On Tue 15-09-20 15:09:59, Mateusz Nosek wrote:
> 
> 
> On 9/14/2020 4:22 PM, Michal Hocko wrote:
> > On Mon 14-09-20 12:06:54, mateusznosek0@gmail.com wrote:
> > > From: Mateusz Nosek <mateusznosek0@gmail.com>
> > > 
> > > Most operations from '__alloc_pages_may_oom' do not require oom_mutex hold.
> > > Exception is 'out_of_memory'. The patch refactors '__alloc_pages_may_oom'
> > > to reduce critical section size and improve overall system performance.
> > 
> > This is a real slow path. What is the point of optimizing it? Do you
> > have any numbers?
> > 
> 
> I agree that as this is the slow path, then the hard, complicated
> optimizations are not recommended. In my humble opinion introduced patch is
> not complex and does not decrease code readability or maintainability.
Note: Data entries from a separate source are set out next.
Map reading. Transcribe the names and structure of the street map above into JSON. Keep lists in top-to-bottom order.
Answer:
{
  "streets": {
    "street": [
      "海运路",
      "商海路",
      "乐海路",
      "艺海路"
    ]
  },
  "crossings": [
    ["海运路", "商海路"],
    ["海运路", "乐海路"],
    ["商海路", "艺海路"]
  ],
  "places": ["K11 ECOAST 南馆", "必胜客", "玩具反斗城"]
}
In a
> nutshell I see no drawbacks of applying it.

This is clearly a matter of taste. I do not see a good reason to apply
it TBH. It is a claimed optimization without any numbers to back that
claim. It is also a tricky area so I am usually very careful to touch
this code without a strong reason.  Others might feel differently of
course.

[...]

Anyway, I have only now looked closer at the patch...
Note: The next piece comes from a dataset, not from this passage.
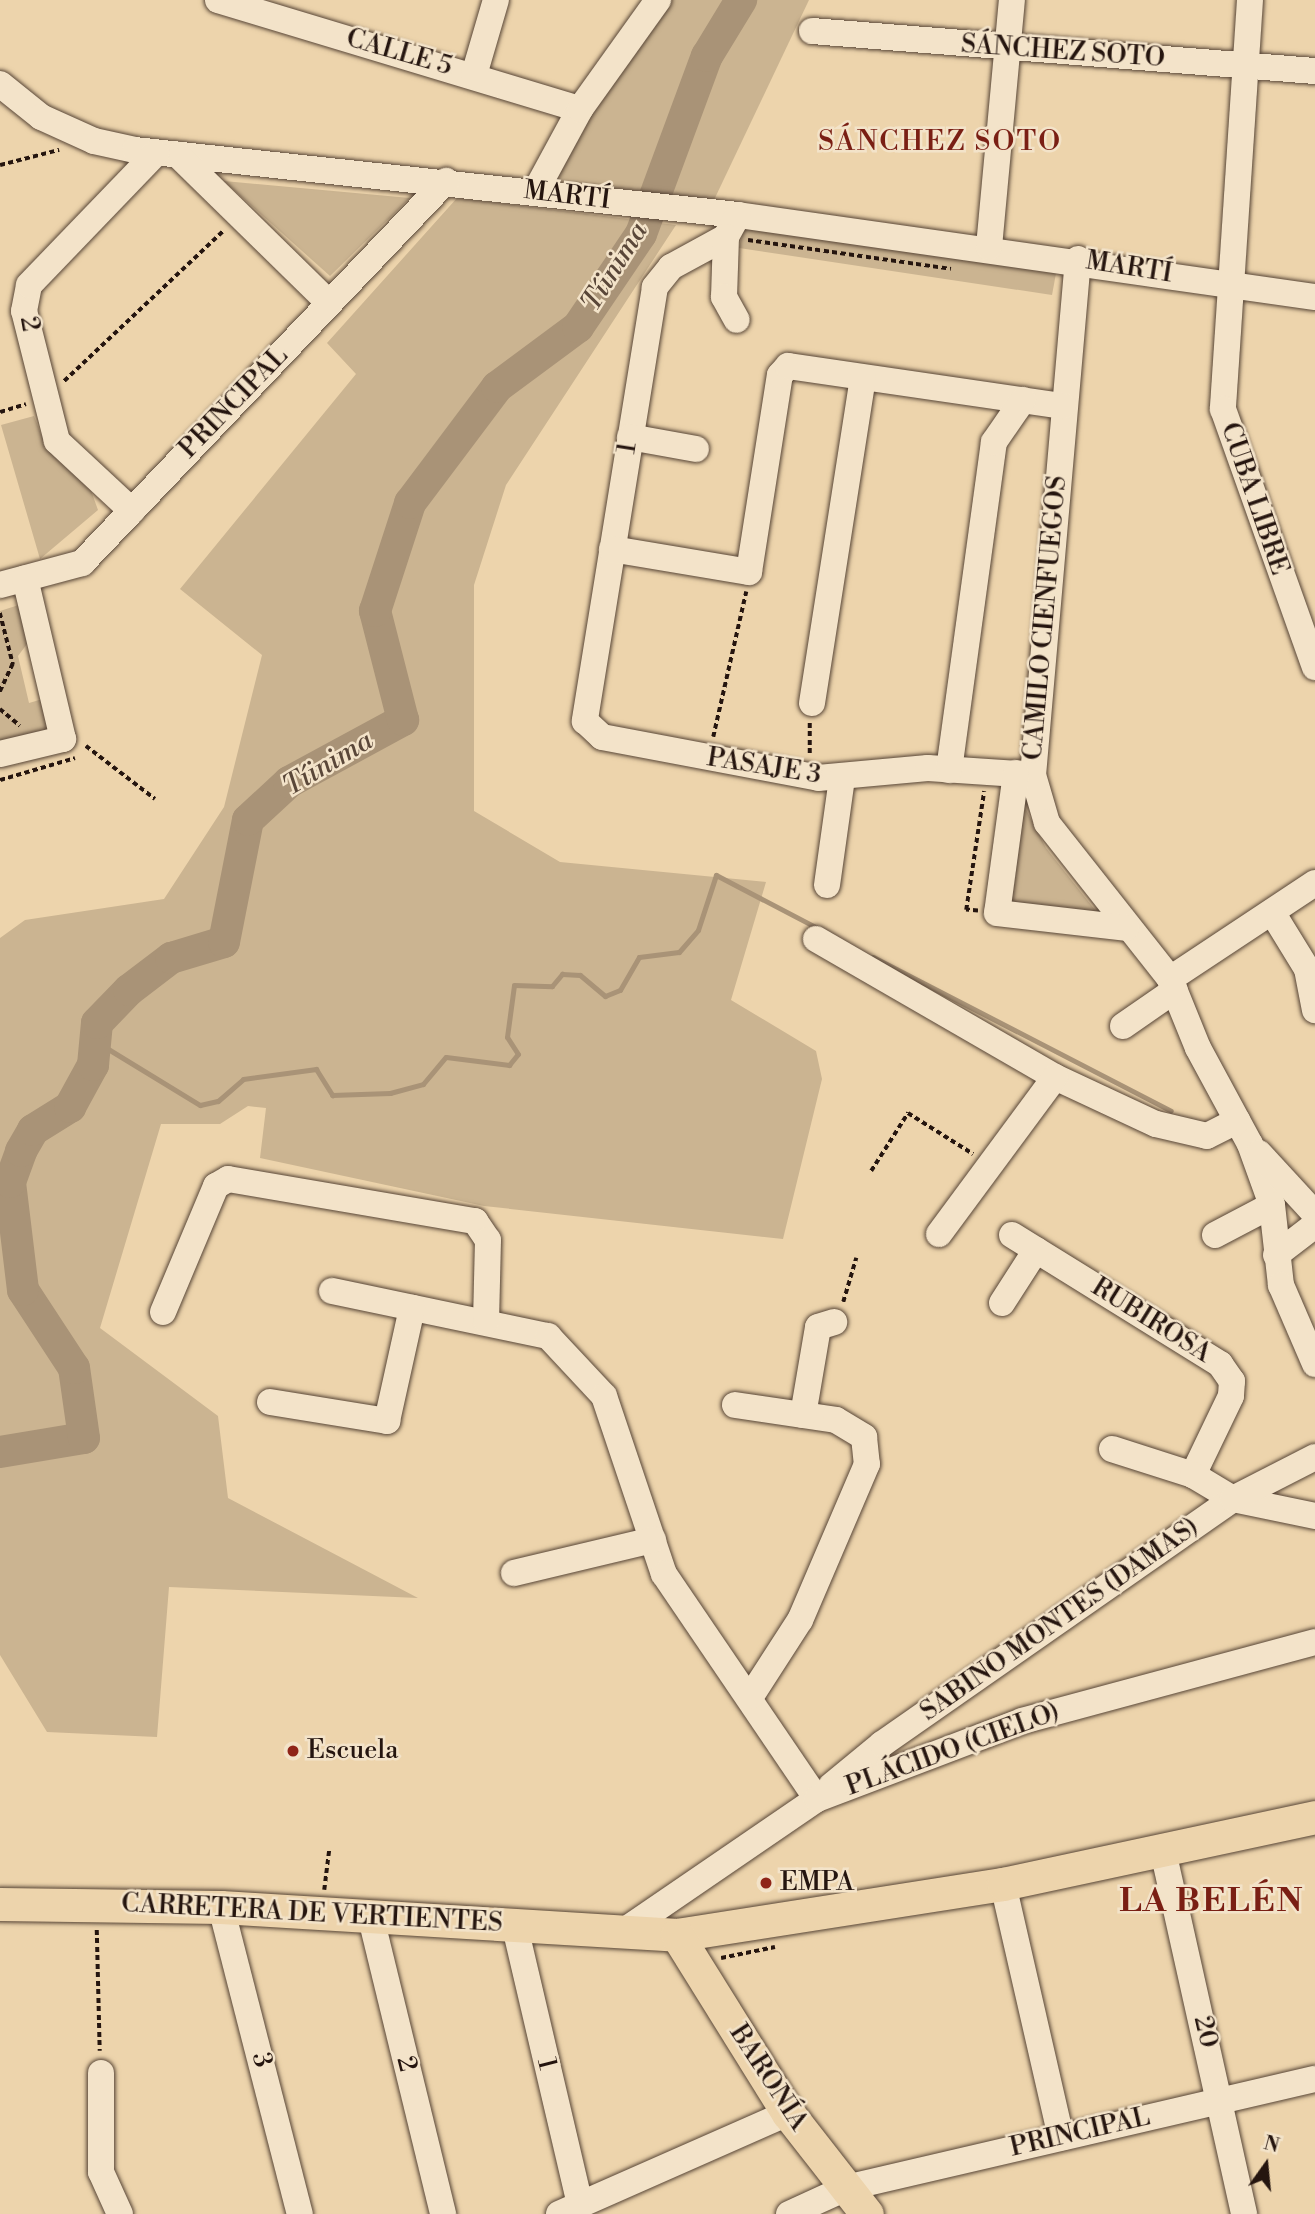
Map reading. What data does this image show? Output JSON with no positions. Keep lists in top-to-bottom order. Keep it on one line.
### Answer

> > > diff --git a/mm/page_alloc.c b/mm/page_alloc.c
> > > index b9bd75cacf02..b07f950a5825 100644
> > > --- a/mm/page_alloc.c
> > > +++ b/mm/page_alloc.c
> > > @@ -3935,18 +3935,7 @@ __alloc_pages_may_oom(gfp_t gfp_mask, unsigned int order,
> > >   		.order = order,
> > >   	};
> > >   	struct page *page;
> > > -
> > > -	*did_some_progress = 0;
> > > -
> > > -	/*
> > > -	 * Acquire the oom lock.  If that fails, somebody else is
> > > -	 * making progress for us.
> > > -	 */
> > > -	if (!mutex_trylock(&oom_lock)) {
> > > -		*did_some_progress = 1;
> > > -		schedule_timeout_uninterruptible(1);
> > > -		return NULL;
> > > -	}
> > > +	bool success;
> > >   	/*
> > >   	 * Go through the zonelist yet one more time, keep very high watermark
> > > @@ -3959,14 +3948,17 @@ __alloc_pages_may_oom(gfp_t gfp_mask, unsigned int order,
> > >   				      ~__GFP_DIRECT_RECLAIM, order,
> > >   				      ALLOC_WMARK_HIGH|ALLOC_CPUSET, ac);
> > >   	if (page)
> > > -		goto out;
> > > +		return page;
> > > +
> > > +	/* Check if somebody else is making progress for us. */
> > > +	*did_some_progress = mutex_is_locked(&oom_lock);

This is not only quite ugly but wrong as well. In general checking for a
lock state is racy unless the lock is taken somewhere up the call chain.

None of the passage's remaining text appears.